Dataset entries section start

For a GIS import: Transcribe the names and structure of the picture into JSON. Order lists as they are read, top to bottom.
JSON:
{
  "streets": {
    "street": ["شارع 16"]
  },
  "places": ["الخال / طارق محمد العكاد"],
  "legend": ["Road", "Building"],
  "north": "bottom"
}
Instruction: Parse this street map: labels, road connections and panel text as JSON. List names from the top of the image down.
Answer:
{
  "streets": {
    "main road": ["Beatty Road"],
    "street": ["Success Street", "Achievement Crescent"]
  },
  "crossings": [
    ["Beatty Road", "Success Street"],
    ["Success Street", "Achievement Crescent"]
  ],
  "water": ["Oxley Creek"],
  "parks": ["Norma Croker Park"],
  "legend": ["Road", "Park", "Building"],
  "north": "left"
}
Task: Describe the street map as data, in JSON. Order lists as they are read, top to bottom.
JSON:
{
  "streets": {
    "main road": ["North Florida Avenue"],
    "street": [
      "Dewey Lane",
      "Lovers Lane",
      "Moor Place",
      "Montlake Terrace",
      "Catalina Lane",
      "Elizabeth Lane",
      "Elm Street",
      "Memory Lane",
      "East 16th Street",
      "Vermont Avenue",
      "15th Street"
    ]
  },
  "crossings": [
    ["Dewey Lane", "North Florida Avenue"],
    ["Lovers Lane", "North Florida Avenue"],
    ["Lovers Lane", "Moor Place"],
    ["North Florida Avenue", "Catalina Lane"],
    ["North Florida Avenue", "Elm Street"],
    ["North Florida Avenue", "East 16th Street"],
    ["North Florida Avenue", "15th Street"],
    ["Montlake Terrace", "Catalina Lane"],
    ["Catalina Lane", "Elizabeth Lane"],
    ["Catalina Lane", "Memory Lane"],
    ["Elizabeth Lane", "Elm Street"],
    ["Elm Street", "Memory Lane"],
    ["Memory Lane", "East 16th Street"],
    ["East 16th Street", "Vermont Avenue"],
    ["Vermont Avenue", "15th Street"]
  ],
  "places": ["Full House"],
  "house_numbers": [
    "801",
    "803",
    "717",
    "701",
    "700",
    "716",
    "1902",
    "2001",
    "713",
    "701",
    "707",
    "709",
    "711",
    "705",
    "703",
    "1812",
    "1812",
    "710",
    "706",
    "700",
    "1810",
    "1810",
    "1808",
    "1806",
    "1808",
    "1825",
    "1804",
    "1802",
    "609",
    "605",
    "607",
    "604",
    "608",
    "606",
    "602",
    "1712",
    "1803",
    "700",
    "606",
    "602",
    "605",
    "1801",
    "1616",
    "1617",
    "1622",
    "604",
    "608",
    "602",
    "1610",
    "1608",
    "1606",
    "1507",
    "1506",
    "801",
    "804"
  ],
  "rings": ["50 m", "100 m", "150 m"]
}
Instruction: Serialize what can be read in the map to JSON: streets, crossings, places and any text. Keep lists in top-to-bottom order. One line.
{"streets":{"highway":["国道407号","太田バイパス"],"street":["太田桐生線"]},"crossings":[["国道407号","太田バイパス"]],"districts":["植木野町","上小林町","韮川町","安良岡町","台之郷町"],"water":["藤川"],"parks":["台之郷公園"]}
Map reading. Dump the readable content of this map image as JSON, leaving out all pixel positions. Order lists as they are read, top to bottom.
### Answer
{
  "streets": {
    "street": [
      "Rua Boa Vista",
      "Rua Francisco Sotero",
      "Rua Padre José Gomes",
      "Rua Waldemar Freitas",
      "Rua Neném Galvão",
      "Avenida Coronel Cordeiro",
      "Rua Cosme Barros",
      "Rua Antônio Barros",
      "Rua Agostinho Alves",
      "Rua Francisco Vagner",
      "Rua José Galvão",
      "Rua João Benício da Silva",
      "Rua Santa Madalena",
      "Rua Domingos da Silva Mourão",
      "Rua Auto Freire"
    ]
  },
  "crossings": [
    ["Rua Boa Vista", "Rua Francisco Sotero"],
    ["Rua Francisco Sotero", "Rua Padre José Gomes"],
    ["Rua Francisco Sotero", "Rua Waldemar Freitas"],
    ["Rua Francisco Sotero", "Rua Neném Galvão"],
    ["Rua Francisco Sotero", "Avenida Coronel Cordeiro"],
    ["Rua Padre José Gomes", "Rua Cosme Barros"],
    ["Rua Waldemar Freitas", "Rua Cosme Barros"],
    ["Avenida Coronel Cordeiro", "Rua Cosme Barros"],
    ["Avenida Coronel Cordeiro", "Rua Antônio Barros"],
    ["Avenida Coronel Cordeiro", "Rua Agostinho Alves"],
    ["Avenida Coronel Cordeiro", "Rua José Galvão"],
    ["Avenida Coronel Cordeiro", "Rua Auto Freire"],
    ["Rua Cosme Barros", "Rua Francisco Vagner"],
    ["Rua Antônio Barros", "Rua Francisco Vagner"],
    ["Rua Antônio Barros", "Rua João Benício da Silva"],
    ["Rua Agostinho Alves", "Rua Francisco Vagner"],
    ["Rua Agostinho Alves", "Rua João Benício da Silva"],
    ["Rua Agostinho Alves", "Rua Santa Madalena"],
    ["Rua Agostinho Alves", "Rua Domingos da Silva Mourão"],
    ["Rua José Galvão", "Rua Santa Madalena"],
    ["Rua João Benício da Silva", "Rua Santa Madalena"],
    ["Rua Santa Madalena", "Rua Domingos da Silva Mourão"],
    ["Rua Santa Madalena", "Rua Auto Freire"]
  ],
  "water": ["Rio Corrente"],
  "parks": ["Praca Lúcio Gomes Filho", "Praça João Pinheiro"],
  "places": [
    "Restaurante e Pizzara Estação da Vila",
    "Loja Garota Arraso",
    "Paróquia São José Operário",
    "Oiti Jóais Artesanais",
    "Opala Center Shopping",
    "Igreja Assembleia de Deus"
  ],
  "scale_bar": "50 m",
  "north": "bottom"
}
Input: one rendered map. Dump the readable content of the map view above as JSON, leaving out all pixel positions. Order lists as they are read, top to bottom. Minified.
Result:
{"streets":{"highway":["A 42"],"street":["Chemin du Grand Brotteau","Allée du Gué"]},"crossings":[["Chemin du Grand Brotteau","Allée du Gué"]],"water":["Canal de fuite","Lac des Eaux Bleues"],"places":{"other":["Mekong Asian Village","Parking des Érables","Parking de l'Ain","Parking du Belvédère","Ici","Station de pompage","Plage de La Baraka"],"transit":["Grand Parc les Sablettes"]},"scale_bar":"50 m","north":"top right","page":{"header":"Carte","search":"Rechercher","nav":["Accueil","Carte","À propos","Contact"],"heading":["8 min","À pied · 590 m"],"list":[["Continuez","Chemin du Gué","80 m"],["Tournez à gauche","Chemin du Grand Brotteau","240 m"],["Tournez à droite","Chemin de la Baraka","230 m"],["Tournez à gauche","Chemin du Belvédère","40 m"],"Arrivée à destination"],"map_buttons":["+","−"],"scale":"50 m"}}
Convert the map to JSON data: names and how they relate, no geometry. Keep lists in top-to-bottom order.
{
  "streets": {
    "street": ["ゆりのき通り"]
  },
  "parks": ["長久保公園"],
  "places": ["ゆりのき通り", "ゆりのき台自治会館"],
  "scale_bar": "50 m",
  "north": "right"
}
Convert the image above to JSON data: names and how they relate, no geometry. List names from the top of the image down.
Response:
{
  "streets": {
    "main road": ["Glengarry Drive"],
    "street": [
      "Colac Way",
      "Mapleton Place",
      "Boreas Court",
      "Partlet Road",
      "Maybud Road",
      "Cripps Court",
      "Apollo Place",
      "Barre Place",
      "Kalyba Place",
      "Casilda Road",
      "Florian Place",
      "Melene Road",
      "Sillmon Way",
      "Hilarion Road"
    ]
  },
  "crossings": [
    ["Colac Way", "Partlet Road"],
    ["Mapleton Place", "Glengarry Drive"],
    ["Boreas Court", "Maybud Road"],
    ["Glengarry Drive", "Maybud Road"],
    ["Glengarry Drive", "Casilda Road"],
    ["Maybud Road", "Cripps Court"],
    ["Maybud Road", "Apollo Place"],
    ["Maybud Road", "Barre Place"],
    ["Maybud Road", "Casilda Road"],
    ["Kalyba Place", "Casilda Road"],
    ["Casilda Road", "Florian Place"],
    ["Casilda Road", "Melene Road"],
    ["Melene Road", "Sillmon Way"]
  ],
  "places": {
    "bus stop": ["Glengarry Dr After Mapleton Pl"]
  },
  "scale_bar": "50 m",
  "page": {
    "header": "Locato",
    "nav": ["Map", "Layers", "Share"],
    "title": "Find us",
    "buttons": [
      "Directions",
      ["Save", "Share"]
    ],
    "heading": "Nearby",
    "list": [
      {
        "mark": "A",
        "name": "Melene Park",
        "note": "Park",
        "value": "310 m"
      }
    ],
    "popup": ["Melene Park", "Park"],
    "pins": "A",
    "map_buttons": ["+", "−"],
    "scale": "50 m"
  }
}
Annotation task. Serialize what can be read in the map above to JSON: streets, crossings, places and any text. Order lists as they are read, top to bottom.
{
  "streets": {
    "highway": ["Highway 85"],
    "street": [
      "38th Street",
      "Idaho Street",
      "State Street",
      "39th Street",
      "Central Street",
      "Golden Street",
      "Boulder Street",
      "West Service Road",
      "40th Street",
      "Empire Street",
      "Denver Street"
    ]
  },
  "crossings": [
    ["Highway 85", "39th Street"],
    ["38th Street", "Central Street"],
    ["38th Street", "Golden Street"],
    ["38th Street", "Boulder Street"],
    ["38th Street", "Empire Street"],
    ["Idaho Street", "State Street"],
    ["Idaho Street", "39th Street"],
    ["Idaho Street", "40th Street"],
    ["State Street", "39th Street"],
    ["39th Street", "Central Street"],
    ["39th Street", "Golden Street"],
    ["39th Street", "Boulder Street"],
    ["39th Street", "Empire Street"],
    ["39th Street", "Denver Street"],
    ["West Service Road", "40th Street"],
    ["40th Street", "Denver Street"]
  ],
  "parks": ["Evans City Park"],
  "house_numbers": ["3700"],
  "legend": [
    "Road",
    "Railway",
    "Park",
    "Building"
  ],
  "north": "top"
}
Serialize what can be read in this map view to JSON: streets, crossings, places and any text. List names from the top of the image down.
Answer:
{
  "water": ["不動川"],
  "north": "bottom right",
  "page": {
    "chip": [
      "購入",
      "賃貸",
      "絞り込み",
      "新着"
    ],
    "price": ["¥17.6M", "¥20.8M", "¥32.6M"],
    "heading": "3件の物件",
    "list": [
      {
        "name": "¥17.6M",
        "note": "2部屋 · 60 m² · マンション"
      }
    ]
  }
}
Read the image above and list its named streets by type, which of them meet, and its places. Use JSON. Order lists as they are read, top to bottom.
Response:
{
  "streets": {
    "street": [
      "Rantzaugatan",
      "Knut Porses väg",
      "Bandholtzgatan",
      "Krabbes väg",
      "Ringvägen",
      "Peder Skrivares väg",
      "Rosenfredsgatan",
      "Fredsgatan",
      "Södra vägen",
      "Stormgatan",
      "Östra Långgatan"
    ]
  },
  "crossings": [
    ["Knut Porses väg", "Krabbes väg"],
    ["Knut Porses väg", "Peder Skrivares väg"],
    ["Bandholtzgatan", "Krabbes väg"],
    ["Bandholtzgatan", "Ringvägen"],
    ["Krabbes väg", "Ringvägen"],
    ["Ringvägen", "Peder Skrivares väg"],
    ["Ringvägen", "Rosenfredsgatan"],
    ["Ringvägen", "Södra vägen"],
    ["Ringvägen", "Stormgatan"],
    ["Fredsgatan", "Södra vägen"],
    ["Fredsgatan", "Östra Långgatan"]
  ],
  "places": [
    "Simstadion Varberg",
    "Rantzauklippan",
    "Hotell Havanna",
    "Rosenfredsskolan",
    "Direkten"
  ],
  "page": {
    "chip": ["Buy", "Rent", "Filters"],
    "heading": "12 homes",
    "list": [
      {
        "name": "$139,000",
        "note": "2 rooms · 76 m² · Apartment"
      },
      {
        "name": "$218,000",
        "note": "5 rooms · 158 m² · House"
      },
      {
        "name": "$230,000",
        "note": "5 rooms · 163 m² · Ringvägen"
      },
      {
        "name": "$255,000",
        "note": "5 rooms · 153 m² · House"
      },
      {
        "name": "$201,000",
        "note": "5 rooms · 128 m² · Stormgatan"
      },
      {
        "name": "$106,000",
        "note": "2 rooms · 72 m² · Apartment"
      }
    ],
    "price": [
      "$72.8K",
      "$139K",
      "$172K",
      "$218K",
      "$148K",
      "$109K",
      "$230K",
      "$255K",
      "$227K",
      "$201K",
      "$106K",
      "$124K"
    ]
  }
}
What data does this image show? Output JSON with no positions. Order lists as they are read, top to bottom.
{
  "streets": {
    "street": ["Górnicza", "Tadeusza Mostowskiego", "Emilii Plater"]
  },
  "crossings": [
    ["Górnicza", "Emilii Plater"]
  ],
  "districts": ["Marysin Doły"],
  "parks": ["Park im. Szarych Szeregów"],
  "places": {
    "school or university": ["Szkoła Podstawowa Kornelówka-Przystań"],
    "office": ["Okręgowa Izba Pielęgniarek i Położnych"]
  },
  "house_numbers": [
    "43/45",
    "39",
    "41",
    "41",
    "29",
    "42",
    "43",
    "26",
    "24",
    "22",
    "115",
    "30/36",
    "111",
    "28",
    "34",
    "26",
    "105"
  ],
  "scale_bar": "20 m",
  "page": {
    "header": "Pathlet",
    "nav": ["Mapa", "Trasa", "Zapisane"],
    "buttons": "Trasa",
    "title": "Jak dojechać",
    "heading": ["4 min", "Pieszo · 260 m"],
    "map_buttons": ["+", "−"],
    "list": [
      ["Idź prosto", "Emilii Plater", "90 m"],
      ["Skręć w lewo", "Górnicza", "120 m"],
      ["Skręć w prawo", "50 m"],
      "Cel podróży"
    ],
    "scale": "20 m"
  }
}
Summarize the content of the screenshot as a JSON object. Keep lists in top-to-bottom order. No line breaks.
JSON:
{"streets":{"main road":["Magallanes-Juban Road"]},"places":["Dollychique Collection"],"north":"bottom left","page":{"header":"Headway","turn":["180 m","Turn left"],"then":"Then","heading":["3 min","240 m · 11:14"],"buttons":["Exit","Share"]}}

Dataset entries section end

What the task requires: Can you repeat, word for word, every line above from the one containing "Instruction: Parse this" down to the one containing "Task: Describe the", including both?

Exercise result:
Instruction: Parse this street map: labels, road connections and panel text as JSON. List names from the top of the image down.
Answer:
{
  "streets": {
    "main road": ["Beatty Road"],
    "street": ["Success Street", "Achievement Crescent"]
  },
  "crossings": [
    ["Beatty Road", "Success Street"],
    ["Success Street", "Achievement Crescent"]
  ],
  "water": ["Oxley Creek"],
  "parks": ["Norma Croker Park"],
  "legend": ["Road", "Park", "Building"],
  "north": "left"
}
Task: Describe the street map as data, in JSON. Order lists as they are read, top to bottom.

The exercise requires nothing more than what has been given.